Judge Hagedorn, in an email, said he was “not interested in commenting at this time.”
Republicans are arguing over what it means to be eligible.
Judge Kelly’s defeat in 2020 is the feature that animates Judge Dorow’s campaign.
“I am the only conservative who can win in April” she wrote on Twitterwith a link to a radio ad in which one of Milwaukee’s leading conservative radio hosts gave a monologue in support of her candidacy.
But aside from offering the basic jokes about being a conservative judge who will abide by the Constitution, Justice Dorow has said little else about her candidacy. She has turned down almost all interview requests, and in Beloit a campaign aide said she would only answer pre-approved questions. She did not stay at the bar to speak to voters after her comments.
Judge Kelly has been much more explicit about his political advantages. He is supported by the billionaire Uihlein family, whose super PAC, Fair Courts America, has spent $2.7 million on ads endorsing him and attacking Judge Protasiewicz.. Judge Kelly has said that the main Conservative donors will drop out of the race if it does not advance to the general election. A spokesman for Fair Courts America did not respond to questions.
“He has to be the type of candidate who will attract independent spending to get the message out to all of Wisconsin,” Judge Kelly told the Republicans gathered at a Lincoln Day dinner in Sawyer County this month. “If it’s not me in the general election, it’s not like the money just goes to Jennifer. It just won’t wear out. So if I’m not the candidate in the general election, Jennifer will go in completely unarmed when the left spends more than $25 million.”
Democrats appear to prefer to take on Judge Kelly and Uihlein’s money rather than Judge Dorow’s shallower record.
A Better Wisconsin Together, a Democratic super PAC, has spent $2 million on TV ads attacking Judge Dorow in the primary, but nothing against Judge Kelly. The Democratic opposition investigation has focused on harming Judge Dorow, who is less well known but perceived as more likable and reasonable than Judge Kelly by voters in Democratic focus groups.
Democrats vow not to repeat their 2022 Senate race.

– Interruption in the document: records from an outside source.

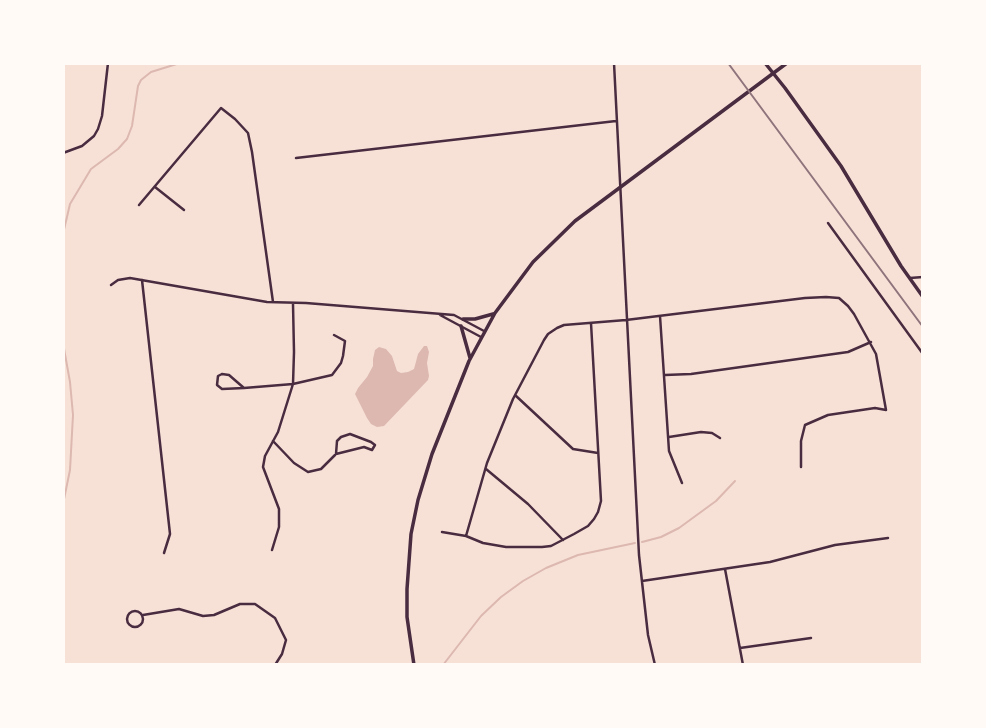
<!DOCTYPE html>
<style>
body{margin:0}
#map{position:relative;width:986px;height:728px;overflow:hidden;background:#f7e1d7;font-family:"Source Sans 3",sans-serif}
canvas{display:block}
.frame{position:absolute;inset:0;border:65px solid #fffaf5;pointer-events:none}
</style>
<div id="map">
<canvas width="986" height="728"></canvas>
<div class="frame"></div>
</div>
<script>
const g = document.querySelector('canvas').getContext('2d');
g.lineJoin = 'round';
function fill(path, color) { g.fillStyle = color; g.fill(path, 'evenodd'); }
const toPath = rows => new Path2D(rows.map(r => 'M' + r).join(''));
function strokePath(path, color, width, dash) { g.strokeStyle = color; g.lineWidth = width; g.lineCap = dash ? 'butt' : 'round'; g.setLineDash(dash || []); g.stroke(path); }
const water = toPath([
 [424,346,427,346,429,352,427,363,429,376,428,380,384,426,377,427,371,424,367,418,355,394,358,388,367,377,373,366,373,359,375,350,379,347,386,349,392,356,397,371,401,373,408,372,414,369,418,354]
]);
const stream = toPath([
 [63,234,70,204,91,169,118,149,127,139,132,126,138,86,141,80,151,72,180,63],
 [63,343,70,382,73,415,70,470,63,504],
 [642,542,661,537,679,528,716,501,735,481],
 [443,665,481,616,501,597,523,581,546,568,578,555,635,543]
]);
const minor = toPath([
 [614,63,639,555,648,635,655,665],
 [63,153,82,146,94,136,98,129,102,116,108,63],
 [296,158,616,121],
 [155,187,184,210],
 [139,205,221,108,235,119,248,133,252,152,273,302],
 [828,223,923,354],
 [142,280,170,534,164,553],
 [111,285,118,280,130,278,267,302,306,303,454,315,484,331],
 [440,315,481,337],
 [660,316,669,451,682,483],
 [222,374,229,375,244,388,222,389,217,385,218,376,222,374],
 [665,375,691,374,848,352,871,342],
 [244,388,293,384,332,375,341,363,343,356,345,341,334,335],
 [515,395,573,449,598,453],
 [350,434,371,442,375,445,372,450,364,447,336,454,337,441,341,437,350,434],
 [669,437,701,432,712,433,720,438],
 [273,441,294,463,308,472,321,469,335,455],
 [486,469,528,504,563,540],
 [442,532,466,536,483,543,506,547,542,547,551,546,574,534,588,526,594,519,598,512,601,501,591,323],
 [466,536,487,463,513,399,544,340,548,334,557,328,564,325,626,320,805,298,826,297,839,298,848,306,854,314,876,354,886,410,875,408,828,415,805,425,801,441,801,467],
 [272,550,279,527,279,509,263,467,265,456,278,432,293,384,294,352,293,304],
 [725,569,743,665],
 [642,581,770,562,835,545,888,538],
 '127 619a8 8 0 1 1 16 0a8 8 0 1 1-16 0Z',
 [143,615,179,609,203,616,214,615,240,604,255,604,275,618,286,640,282,654,275,665],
 [740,648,811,638]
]);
const tertiary = toPath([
 [910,278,923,277]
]);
const primary = toPath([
 [765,63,785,88,841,166,901,266,923,297],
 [463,319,475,319,493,314],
 [461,326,470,358],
 [414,665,407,617,407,589,411,534,418,500,432,454,469,361,495,313,533,262,575,221,787,63]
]);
const rail = toPath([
 [728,63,923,327]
]);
fill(water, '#dcb8b0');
strokePath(stream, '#dcb8b0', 2);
strokePath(minor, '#4a2c40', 2.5);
strokePath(tertiary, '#4a2c40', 2.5);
strokePath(primary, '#4a2c40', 3.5);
strokePath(rail, '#8f747c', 2);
</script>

Last year, Wisconsin Democrats watched as Mandela Barnes, a popular, progressive, young black candidate, rallied his support before losing the general election to Sen. Ron Johnson, an older and better-financed white Republican.
Determined not to repeat that recent history, the party’s top leaders and fundraisers rallied behind Judge Protasiewicz, a white-career prosecutor and suburban jurist who is not as vulnerable to the kinds of thinly coded attacks that helped convict Barnes. last fall.
Judge Protasiewicz built a commanding lead in fundraising and opened up a wide lead in private bipartisan polling ahead of the primary. She is expected to take first place Tuesday, and the other liberal candidate in the race, Everett Mitchell, a more progressive black judge from Dane County, is projected to finish fourth.
Near unanimity among Democrats combined with a fractured Republican Party has Democrats planning and Republicans fearing a barrage of attack ads starting Wednesday against any conservative candidate who advances to a likely showdown with Justice Protasiewicz. A reverse momentum in August hurt Barnes, as Johnson and his allies poured tens of millions into attack ads before the Democrat could recover.
“There is no world in which Janet is defined by the right in the first weeks of the race,” said Sachin Chheda, one of Protasiewicz’s top campaign strategists. “We are ready for the results on Tuesday and we will put our foot down on the gas on Wednesday.”